You never need to pack a wanker – or how I learned to stopped worrying and love sommeliers

Last year there was an incident in a French restaurant involving a notable wine-maker (I’m not allowed to mention his name for legal reasons), who sent back a bottle of wine saying that it was corked. The sommelier disagreed and refused to produce another bottle. Instead he offered the wine to other customers who pronounced it fine. The wine-maker’s table refused to pay and the police were called. But by the time the police arrived all the evidence had gone, drunk by the customers. I imagine that the French have specially trained wine detectives to deal with just such incidents.
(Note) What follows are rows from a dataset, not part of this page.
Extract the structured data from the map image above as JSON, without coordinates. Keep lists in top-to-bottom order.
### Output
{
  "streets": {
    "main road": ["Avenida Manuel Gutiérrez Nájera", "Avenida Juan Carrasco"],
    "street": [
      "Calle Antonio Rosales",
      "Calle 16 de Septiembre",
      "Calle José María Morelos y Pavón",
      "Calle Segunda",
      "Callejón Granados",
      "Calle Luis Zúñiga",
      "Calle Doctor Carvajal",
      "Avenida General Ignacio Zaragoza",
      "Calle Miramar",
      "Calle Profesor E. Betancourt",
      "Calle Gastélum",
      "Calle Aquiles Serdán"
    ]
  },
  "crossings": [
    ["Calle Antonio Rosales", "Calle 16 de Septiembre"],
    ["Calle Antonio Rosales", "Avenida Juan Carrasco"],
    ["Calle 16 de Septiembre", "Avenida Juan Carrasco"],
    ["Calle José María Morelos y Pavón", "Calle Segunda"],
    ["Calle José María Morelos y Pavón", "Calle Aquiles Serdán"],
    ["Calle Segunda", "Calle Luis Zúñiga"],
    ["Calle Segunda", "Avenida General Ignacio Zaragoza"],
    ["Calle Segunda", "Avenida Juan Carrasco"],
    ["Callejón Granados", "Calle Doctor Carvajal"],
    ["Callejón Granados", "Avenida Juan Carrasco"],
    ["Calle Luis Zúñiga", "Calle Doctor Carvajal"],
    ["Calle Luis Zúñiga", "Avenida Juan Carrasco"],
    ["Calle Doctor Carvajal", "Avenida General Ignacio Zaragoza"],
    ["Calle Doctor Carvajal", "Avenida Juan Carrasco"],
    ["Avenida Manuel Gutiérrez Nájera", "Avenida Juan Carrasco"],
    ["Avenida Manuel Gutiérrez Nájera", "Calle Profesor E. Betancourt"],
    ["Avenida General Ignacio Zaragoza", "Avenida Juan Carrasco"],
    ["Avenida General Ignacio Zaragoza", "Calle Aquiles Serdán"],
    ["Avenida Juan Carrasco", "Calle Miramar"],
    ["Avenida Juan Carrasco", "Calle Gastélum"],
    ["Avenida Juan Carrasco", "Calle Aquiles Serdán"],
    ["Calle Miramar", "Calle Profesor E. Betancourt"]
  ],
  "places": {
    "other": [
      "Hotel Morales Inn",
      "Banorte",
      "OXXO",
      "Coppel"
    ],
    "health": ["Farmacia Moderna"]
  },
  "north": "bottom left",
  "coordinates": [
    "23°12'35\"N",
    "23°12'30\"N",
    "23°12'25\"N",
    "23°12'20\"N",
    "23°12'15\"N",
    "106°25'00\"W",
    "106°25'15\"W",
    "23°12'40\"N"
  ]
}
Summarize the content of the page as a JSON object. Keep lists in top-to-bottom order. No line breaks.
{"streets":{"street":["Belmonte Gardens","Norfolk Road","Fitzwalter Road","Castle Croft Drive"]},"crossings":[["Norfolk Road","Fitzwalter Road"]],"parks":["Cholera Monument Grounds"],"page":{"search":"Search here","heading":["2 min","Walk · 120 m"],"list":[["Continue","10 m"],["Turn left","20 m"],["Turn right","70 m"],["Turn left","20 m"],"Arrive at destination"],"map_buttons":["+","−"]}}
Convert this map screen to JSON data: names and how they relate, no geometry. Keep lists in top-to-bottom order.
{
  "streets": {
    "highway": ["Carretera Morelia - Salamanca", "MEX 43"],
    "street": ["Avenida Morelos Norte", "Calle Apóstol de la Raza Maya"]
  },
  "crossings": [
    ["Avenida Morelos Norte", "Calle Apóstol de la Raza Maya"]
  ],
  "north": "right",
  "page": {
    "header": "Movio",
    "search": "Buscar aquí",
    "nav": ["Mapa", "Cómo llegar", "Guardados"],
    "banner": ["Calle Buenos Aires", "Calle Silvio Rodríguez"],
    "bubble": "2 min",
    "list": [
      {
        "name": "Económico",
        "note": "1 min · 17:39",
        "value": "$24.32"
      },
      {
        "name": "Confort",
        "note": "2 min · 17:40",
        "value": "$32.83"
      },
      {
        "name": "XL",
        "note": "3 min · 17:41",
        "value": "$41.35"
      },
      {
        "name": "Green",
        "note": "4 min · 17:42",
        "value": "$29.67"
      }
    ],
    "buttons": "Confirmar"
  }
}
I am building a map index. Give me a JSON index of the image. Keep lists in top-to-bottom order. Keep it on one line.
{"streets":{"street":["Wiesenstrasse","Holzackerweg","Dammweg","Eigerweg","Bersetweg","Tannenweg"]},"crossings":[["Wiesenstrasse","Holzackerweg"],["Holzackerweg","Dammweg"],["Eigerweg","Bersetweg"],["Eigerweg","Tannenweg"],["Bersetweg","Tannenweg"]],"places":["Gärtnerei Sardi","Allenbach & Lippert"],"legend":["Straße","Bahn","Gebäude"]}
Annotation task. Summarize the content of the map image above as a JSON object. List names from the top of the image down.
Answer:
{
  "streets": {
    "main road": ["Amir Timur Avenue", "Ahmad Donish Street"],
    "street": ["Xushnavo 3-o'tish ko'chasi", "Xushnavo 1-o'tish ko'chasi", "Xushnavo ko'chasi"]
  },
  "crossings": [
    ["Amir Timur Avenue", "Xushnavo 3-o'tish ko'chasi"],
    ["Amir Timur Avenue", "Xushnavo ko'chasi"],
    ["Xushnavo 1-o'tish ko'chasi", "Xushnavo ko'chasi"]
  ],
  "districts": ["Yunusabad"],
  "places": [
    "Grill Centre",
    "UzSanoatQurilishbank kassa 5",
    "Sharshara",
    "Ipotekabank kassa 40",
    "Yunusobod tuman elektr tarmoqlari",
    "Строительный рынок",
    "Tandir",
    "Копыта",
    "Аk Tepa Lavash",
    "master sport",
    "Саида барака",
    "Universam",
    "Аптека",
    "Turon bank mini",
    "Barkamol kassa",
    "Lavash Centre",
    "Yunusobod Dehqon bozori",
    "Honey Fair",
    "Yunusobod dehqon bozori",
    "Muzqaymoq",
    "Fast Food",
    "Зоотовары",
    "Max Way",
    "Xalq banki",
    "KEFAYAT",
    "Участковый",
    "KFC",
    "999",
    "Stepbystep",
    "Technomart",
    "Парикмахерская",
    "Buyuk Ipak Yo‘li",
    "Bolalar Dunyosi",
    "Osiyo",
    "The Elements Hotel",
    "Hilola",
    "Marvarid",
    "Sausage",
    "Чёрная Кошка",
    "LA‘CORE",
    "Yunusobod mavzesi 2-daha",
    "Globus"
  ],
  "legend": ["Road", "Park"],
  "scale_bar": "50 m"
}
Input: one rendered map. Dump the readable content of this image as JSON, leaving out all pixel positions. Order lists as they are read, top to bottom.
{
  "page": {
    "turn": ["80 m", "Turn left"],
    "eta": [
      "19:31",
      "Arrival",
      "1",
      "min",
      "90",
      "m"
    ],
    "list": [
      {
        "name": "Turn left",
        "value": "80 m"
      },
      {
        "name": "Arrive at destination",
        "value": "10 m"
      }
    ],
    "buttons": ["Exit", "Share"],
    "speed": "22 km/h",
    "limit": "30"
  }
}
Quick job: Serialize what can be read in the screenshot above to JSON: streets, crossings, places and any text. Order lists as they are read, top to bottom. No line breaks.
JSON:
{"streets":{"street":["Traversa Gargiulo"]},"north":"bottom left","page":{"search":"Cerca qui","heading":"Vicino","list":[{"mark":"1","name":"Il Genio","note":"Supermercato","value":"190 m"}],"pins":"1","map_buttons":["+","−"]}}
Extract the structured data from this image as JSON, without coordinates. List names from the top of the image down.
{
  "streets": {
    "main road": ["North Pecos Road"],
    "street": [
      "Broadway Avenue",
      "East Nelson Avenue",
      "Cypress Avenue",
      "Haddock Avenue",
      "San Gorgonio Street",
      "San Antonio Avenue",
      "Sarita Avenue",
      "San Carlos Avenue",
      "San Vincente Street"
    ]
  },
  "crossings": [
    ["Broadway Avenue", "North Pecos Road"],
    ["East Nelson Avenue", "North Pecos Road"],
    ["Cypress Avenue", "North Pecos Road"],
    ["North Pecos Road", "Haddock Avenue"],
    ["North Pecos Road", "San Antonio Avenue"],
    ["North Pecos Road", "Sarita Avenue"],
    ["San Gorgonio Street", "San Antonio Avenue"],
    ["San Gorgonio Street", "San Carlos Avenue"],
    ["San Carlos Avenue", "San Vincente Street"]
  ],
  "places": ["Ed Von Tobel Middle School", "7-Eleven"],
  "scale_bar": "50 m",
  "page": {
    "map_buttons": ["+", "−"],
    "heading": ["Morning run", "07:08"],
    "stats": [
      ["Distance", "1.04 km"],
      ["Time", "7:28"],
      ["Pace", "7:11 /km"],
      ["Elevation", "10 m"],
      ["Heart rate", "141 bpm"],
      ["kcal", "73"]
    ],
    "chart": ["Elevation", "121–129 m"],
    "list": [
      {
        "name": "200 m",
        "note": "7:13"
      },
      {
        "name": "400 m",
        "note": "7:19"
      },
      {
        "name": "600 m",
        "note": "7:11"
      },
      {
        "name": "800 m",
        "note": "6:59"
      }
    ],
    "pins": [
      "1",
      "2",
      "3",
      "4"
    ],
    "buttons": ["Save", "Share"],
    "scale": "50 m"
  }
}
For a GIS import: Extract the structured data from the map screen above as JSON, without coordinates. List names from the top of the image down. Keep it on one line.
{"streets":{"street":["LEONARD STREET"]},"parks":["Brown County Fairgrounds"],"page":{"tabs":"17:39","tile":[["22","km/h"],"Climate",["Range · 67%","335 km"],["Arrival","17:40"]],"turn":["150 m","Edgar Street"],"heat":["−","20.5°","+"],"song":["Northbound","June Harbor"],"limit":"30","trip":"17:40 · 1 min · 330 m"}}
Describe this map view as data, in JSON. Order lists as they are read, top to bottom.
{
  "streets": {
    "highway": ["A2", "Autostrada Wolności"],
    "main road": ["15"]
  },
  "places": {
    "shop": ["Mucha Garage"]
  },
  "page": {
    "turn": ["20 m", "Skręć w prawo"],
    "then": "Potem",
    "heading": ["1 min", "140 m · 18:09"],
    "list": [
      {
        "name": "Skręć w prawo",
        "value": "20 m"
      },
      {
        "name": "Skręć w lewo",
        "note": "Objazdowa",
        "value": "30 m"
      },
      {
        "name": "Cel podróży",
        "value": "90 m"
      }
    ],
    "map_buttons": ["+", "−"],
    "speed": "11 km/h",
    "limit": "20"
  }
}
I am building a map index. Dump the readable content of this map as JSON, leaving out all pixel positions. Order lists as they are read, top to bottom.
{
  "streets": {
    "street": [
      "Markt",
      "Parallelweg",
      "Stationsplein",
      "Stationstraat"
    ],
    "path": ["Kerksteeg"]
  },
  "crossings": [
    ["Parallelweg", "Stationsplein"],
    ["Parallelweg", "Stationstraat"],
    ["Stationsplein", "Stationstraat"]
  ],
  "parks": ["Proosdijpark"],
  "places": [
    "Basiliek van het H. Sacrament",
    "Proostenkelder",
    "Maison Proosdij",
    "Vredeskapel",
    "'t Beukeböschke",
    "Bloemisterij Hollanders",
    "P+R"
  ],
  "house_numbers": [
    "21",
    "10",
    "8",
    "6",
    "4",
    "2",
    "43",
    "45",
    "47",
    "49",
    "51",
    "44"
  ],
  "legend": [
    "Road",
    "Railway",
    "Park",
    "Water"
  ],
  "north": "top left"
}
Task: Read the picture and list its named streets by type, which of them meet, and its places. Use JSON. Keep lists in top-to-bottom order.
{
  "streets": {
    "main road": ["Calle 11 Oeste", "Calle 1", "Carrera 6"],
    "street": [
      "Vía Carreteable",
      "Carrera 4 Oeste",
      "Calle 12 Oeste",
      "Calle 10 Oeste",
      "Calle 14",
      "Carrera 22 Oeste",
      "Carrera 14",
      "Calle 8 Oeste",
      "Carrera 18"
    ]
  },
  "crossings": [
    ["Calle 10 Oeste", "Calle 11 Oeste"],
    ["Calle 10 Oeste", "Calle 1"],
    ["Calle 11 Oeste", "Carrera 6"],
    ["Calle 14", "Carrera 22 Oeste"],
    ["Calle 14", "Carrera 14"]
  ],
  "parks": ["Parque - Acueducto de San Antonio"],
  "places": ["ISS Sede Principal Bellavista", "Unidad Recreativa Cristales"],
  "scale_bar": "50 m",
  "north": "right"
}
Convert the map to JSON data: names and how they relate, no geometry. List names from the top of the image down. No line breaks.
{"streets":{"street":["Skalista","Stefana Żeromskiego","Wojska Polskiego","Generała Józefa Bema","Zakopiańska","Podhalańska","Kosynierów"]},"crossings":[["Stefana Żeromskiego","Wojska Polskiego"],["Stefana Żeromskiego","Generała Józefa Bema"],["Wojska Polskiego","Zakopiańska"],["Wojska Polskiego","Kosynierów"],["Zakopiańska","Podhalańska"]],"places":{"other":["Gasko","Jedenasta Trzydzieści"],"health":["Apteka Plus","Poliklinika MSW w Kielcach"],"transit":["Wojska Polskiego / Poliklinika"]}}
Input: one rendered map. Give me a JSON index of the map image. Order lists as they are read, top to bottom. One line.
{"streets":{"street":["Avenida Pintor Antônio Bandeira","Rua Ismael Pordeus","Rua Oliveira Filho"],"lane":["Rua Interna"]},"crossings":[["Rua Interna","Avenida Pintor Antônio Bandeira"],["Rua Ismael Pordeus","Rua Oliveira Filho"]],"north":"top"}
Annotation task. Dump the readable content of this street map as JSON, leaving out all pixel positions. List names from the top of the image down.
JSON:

I’ve had many terrible experiences with wine in restaurants, though thankfully none that required police involvement. The worst was at a Spanish place in Fitzrovia. I ordered a bottle of their cheapest Rioja. When it arrived I took a sip and it was hot. Not warm but mulled-wine hot. I asked the waitress to bring me an ice bucket — she refused, pointing out to me that it was red wine. I asked to speak to the sommelier. He came over oozing condescension. I repeated my demand for an ice bucket. His response was, ‘But sir, this is a red wine.’ ‘I know and it’s very warm so I want to make it colder.’ ‘But sir, this is red wine, Rioja.’ This circular argument went on for about five minutes until I said, ‘Listen! I don’t care that you think I am mad, just bring me an ice bucket!’ Eventually the ice came and I had to put up with pitying looks from the staff for the rest of the evening. I never went back.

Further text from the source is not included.